[INFORMATION SHOWN — start]

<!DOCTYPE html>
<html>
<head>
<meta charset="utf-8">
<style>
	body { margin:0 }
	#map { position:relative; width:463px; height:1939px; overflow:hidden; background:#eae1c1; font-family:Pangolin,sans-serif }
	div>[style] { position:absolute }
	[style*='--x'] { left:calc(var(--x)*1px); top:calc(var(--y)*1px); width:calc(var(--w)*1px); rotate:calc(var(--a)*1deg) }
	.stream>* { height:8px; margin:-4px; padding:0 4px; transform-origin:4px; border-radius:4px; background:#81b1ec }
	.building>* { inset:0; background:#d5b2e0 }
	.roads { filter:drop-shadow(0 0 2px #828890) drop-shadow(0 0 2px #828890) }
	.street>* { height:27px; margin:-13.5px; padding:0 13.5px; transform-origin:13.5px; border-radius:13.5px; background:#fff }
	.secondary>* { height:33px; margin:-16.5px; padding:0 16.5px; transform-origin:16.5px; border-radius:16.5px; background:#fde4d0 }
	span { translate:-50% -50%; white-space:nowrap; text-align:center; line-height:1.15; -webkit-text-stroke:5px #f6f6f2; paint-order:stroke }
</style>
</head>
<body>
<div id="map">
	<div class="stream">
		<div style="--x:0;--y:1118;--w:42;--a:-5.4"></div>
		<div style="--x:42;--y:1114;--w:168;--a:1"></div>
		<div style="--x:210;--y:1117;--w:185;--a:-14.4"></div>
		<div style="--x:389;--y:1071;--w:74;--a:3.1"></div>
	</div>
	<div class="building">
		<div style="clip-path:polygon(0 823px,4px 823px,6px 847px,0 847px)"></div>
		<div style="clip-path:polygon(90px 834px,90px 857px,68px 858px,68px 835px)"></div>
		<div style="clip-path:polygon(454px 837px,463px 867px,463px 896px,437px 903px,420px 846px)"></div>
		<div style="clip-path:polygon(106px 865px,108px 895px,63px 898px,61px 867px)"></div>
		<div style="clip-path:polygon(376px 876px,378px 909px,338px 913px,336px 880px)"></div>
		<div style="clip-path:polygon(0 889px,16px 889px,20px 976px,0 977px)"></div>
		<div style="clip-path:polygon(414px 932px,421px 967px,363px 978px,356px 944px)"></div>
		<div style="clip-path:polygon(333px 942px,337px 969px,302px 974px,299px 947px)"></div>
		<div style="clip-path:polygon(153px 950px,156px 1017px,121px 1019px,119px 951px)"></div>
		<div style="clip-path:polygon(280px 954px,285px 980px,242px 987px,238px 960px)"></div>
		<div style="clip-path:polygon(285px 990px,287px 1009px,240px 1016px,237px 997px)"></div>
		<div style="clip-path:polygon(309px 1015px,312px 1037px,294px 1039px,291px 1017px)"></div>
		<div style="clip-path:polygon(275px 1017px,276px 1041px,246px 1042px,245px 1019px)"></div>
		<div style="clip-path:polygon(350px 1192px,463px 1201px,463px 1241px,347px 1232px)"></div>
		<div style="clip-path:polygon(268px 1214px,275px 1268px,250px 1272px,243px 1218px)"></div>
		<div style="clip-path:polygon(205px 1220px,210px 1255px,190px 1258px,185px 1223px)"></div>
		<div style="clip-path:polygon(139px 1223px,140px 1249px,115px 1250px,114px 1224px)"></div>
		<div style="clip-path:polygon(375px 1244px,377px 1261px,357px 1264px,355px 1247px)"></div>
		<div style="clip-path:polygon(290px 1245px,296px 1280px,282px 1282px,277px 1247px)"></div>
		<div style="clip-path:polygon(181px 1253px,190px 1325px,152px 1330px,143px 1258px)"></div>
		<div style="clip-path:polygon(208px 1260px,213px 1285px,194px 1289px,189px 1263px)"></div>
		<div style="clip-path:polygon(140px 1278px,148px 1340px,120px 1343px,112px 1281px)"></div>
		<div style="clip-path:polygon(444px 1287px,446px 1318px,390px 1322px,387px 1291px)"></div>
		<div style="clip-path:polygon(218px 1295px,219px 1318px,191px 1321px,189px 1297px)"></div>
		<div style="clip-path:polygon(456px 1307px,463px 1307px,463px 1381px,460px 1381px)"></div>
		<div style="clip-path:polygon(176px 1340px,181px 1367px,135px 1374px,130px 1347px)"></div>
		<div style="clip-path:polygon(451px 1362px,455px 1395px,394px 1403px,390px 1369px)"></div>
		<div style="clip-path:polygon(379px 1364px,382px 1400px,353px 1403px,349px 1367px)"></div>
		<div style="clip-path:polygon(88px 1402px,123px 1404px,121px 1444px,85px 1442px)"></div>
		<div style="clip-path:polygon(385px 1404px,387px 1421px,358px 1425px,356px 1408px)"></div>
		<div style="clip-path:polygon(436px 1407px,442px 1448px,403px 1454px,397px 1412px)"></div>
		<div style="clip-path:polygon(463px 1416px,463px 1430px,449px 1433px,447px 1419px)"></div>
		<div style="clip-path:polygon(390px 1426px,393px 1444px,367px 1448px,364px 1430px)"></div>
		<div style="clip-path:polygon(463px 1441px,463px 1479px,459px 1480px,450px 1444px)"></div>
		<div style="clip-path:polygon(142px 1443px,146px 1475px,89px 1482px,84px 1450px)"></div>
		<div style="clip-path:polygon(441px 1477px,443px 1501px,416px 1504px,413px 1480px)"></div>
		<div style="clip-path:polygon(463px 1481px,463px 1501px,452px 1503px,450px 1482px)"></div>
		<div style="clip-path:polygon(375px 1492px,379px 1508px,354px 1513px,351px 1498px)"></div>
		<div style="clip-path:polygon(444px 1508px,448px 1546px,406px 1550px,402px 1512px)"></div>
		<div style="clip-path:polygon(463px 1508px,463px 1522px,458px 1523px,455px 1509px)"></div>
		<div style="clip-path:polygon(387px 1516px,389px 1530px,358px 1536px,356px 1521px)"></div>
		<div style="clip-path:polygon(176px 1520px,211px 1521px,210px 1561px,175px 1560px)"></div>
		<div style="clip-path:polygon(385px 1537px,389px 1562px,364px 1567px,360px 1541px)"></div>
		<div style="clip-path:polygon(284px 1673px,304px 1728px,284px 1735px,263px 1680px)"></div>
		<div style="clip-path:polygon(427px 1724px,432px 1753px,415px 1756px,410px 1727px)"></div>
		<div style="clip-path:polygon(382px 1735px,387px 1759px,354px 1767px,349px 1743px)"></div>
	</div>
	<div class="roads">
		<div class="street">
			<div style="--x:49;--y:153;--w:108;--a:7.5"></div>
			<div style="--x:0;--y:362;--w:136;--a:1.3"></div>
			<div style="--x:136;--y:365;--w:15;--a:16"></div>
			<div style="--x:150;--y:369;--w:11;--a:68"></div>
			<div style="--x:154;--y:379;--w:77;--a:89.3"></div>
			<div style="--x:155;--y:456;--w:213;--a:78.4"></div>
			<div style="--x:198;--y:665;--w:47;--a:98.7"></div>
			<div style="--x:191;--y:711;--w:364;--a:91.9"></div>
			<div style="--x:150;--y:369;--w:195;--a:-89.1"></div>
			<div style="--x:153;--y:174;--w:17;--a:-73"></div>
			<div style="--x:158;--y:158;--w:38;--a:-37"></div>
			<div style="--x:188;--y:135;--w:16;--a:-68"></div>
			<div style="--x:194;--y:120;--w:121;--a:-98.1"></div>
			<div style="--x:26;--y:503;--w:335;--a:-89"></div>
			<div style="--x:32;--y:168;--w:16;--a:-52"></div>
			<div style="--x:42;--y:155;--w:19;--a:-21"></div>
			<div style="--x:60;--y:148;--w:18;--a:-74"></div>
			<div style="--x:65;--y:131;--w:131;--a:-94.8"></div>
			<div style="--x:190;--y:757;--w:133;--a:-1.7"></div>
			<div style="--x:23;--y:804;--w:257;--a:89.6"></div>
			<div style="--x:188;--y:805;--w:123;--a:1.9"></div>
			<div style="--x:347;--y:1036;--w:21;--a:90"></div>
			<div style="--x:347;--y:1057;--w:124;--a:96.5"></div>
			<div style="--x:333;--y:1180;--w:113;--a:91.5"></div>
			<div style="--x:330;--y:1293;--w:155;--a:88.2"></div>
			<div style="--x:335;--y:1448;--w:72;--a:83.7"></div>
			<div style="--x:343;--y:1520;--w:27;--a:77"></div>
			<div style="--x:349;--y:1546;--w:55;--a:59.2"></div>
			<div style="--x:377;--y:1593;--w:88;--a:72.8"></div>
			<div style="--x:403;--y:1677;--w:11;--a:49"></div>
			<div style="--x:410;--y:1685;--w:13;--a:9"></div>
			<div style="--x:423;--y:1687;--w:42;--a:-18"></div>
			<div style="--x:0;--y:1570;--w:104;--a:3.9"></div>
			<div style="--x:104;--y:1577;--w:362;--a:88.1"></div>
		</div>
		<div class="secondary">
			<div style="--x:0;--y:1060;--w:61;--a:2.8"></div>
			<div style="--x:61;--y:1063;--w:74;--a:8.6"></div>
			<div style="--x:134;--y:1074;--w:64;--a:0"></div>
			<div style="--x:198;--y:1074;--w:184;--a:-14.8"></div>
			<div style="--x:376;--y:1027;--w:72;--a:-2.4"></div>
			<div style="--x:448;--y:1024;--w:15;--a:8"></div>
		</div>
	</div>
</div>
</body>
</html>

[INFORMATION SHOWN — finish]

• THE TASK: Among the lines above, find those that contain the word "position" and copy them.

• REPLY:
	#map { position:relative; width:463px; height:1939px; overflow:hidden; background:#eae1c1; font-family:Pangolin,sans-serif }
	div>[style] { position:absolute }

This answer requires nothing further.